→ **The records**

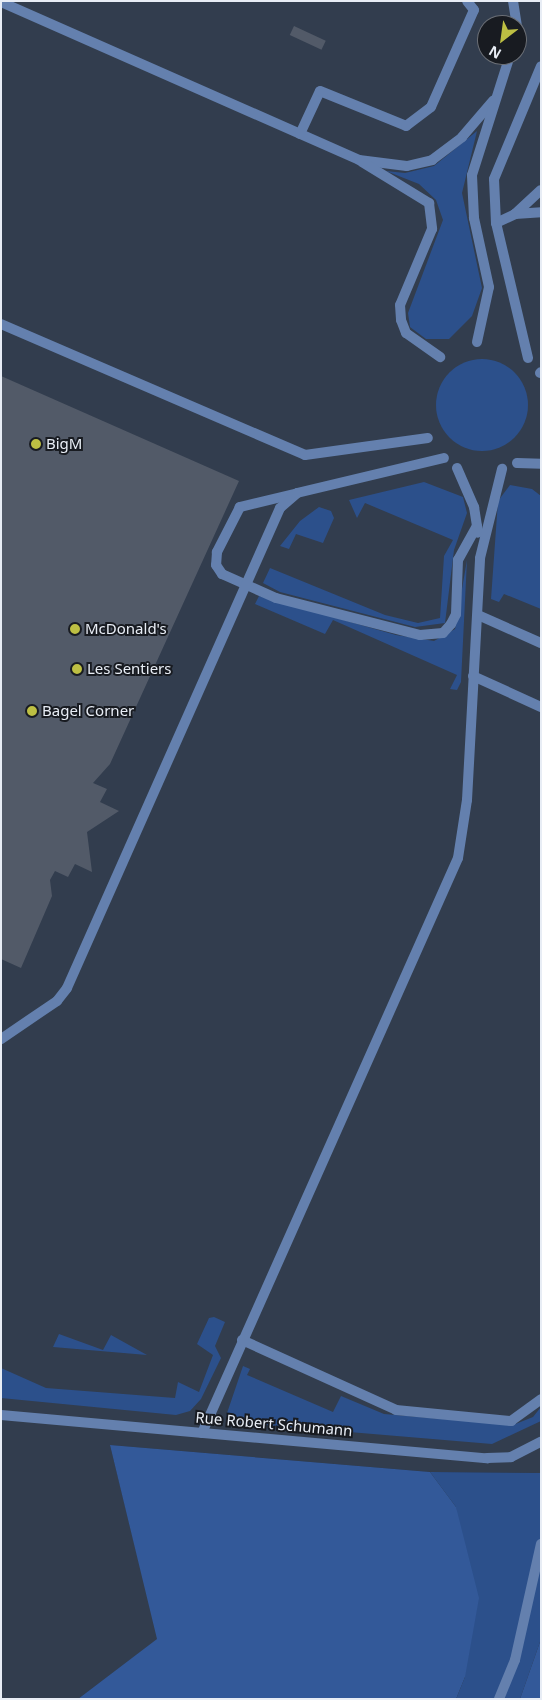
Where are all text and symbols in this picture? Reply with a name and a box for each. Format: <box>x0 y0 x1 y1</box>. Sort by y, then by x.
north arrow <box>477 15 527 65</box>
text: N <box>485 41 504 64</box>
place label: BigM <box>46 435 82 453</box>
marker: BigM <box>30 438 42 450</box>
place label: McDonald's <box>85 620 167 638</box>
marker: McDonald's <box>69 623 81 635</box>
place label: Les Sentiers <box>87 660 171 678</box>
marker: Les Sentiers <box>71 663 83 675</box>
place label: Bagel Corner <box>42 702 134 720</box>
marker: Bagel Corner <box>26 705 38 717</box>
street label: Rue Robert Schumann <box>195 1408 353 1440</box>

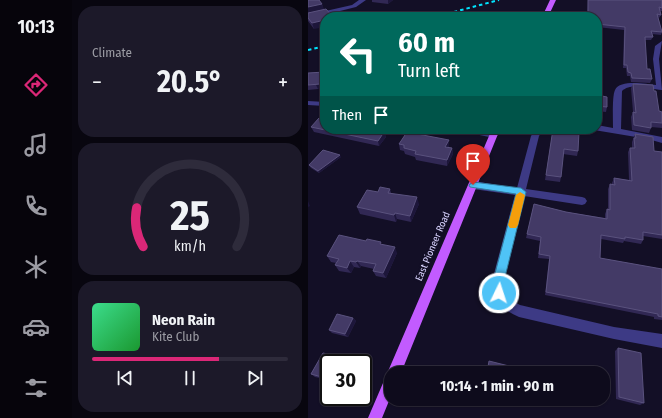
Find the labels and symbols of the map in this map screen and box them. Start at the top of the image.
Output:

→ **What this task involves**
The answer should match the material exactly, with every picture removed.

→ **Result for this task**
Where are all text and symbols in this picture? Reply with a name and a box for each. Format: <box>x0 y0 x1 y1</box>. Sort by y, then by x.
north arrow <box>477 15 527 65</box>
text: N <box>485 41 504 64</box>
place label: BigM <box>46 435 82 453</box>
marker: BigM <box>30 438 42 450</box>
place label: McDonald's <box>85 620 167 638</box>
marker: McDonald's <box>69 623 81 635</box>
place label: Les Sentiers <box>87 660 171 678</box>
marker: Les Sentiers <box>71 663 83 675</box>
place label: Bagel Corner <box>42 702 134 720</box>
marker: Bagel Corner <box>26 705 38 717</box>
street label: Rue Robert Schumann <box>195 1408 353 1440</box>

Find the labels and symbols of the map in this map screen and box them. Start at the top of the image.
Output:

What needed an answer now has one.